Policing Experts Release Guidebook for Stop Data Implementation: Guidebook to Serve as Resource for Implementing New Systems of Public Safety

September 30 2020

Today, the Center for Policing Equity (CPE) and the Policing Project at New York University School of Law released a guidebook for law enforcement agencies, government officials and communities with best practices for collecting, analyzing, and responding to data about traffic and pedestrian stops by law enforcement—a critical but often overlooked aspect of policing.

Police officers in the United States pull over more than 50,000 drivers every day, making the traffic stop a key element of modern policing and the most common interaction that members of the public have with law enforcement. Fines and fees from stops can result in serious financial burdens, and research suggests that both traffic stops and pedestrian stops disproportionately impact communities of color, low-income individuals and rural residents. Stops have also been linked to an increase in instances of racially discriminatory practices, including racial profiling, as well as illegal searches and use-of-force incidents.

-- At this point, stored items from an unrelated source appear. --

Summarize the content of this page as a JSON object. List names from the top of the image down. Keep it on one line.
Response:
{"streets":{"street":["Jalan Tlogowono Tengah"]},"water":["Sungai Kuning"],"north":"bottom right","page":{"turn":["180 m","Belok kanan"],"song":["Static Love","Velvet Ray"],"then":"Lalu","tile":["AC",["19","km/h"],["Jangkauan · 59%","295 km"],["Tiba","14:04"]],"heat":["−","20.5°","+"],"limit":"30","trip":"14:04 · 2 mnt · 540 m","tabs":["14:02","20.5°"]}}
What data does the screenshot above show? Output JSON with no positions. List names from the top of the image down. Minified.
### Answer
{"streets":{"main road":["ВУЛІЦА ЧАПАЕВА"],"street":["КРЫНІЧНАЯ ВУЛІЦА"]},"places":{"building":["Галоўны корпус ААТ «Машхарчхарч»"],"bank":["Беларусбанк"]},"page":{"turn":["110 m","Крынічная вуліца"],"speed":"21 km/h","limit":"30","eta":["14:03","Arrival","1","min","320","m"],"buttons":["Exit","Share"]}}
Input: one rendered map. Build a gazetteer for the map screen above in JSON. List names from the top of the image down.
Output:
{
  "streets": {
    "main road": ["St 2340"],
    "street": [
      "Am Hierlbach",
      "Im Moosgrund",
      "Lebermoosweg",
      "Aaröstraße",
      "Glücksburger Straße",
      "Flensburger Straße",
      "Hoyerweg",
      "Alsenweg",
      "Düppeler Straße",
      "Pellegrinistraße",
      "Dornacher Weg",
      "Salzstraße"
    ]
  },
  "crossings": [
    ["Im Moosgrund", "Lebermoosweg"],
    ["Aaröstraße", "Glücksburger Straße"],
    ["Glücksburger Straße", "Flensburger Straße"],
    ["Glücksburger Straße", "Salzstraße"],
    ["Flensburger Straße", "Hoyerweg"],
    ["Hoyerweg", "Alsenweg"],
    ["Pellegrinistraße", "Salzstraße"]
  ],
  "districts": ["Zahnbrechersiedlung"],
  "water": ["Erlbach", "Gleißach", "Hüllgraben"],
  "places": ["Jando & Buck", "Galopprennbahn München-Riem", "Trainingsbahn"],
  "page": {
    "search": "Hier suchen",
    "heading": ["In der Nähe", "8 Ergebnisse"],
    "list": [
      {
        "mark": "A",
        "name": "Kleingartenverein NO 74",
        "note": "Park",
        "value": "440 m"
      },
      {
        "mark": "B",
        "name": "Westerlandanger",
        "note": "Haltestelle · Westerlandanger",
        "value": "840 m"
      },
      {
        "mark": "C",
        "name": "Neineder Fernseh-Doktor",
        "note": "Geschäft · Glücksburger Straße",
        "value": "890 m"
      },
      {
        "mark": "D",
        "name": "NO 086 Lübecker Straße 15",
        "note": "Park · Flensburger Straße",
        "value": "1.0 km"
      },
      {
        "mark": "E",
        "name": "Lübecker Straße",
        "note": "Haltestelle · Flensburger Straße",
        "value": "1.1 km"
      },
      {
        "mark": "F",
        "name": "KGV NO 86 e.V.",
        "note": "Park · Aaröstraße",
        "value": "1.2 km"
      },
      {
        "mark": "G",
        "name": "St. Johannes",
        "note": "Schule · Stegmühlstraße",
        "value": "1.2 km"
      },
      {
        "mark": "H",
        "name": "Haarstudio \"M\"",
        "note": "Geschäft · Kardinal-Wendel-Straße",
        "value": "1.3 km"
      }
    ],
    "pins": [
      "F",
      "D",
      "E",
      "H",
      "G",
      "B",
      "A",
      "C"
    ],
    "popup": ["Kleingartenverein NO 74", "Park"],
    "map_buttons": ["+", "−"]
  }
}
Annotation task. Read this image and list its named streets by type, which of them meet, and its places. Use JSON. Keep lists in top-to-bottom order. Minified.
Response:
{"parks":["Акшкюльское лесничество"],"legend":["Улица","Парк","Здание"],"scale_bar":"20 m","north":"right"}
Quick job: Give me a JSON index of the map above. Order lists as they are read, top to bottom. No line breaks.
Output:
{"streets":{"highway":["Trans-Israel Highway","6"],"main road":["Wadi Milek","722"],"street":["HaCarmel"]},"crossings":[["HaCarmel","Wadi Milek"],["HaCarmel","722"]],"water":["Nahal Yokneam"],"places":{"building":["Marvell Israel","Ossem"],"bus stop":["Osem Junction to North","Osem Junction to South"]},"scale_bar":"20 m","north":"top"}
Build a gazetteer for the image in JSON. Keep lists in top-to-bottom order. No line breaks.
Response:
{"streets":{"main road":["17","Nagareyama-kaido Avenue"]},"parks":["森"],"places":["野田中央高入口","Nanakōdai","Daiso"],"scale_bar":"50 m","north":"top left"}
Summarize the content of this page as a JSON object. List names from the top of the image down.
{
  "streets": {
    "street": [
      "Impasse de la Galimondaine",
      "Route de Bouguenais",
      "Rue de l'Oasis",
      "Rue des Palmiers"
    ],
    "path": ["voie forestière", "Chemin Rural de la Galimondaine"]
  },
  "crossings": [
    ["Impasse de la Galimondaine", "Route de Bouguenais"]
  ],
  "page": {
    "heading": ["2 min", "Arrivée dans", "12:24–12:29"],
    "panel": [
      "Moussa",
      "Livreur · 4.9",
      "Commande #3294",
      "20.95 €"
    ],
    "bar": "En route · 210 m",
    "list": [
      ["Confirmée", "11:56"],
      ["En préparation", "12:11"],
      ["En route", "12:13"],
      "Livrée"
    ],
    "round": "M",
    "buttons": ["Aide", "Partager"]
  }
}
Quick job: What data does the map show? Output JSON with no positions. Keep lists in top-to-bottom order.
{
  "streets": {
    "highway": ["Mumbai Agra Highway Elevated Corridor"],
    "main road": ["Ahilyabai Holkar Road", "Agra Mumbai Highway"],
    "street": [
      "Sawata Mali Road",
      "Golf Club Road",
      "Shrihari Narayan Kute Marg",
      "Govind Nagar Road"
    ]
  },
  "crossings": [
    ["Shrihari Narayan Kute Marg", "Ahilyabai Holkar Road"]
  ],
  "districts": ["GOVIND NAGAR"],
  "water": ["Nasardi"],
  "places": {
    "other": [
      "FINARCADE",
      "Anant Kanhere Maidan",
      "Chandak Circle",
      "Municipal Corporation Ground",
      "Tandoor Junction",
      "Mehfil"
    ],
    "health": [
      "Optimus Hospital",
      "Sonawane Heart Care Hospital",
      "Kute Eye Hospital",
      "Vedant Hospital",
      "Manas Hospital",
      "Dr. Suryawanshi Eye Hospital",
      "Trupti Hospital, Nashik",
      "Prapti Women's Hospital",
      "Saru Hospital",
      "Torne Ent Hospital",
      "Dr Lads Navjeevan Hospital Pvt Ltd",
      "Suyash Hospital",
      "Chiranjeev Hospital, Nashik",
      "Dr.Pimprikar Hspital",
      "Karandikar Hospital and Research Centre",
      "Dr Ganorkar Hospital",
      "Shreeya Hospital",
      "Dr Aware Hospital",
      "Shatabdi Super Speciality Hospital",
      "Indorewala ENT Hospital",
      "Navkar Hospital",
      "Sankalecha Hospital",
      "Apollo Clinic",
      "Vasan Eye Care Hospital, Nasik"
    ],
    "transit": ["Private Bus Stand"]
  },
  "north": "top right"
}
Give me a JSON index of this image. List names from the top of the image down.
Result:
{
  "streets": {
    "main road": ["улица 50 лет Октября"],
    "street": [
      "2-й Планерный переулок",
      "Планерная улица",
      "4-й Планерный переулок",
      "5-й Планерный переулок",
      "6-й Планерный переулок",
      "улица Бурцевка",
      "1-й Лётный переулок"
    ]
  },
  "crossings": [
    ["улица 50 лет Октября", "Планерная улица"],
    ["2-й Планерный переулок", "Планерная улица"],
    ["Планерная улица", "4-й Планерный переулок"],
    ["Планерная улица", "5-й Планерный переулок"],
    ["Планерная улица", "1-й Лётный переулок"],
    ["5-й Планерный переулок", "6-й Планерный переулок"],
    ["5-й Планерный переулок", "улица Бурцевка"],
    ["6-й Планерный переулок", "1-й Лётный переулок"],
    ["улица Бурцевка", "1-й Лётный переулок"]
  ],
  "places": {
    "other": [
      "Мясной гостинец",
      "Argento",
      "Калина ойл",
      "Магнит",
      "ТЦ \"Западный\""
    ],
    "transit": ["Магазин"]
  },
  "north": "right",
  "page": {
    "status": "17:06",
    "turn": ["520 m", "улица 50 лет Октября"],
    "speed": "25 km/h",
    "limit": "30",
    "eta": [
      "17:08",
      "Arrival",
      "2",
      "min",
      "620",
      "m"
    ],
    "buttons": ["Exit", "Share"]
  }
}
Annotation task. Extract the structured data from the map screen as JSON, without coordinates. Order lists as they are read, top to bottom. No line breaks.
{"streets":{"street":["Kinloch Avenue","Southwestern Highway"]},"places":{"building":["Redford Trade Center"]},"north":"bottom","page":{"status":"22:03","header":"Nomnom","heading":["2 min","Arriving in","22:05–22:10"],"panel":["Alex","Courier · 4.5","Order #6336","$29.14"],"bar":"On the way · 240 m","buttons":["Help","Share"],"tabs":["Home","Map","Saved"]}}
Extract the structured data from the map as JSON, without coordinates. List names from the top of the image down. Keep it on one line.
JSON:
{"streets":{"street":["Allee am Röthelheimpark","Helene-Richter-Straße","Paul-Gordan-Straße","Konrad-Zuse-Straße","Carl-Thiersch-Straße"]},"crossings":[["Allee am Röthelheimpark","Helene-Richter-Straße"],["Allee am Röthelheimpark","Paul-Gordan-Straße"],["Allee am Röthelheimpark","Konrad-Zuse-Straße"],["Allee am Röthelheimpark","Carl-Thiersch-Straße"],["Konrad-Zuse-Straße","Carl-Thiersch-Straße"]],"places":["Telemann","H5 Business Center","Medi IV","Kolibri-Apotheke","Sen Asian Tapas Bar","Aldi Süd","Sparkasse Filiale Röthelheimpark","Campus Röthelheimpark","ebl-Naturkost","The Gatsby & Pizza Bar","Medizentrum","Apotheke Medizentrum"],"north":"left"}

Following recent events and public demands for greater accountability of law enforcement, this Guidebook comes at a crucial time. Comprehensive data about police stops can help to identify and address these disparate and harmful outcomes. Without them, we risk missing the harms in need of remedy. While some states are taking steps toward collecting comprehensive stop data, the majority have no standard police stop data collection or oversight.

The new guidebook from CPE and the Policing Project, “Collecting, Analyzing, and Responding to Stop Data: A Guidebook for Law Enforcement Agencies, Government, and Communities,” offers best practices for implementing and evaluating stop data collection with the goal of guiding both legislative efforts and internal reforms within policing agencies.

The guidebook was written with support from the U.S. Department of Justice’s Office of Community Oriented Policing Services and in collaboration with the California Department of Justice.

“This Guidebook concludes, above all, that stop data collection is essential and benefits both law enforcement and the communities they serve,” said Dr. Phillip Atiba Goff, Center for Policing Equity Co-founder and CEO and Professor of African American Studies and Psychology at Yale University. “We hope law enforcement departments and all of us committed to rethinking public safety will use this research and the recommendations to chart a path forward in reimagining how we create fair and equitable systems that work for everybody.”

“While we are heartened to see so many embracing the idea of reimagining public safety, we also see many jurisdictions struggle to take the first steps,” said Barry Friedman, founder of the Policing Project at the New York University School of Law and the Jacob D. Fuchsberg Professor of Law at New York University. “The simple truth is – we cannot create equitable, democratic policing unless we can measure the impacts of both the current system and our efforts to improve it.  This Guidebook offers necessary guidance for jurisdictions seeking to do just that.” 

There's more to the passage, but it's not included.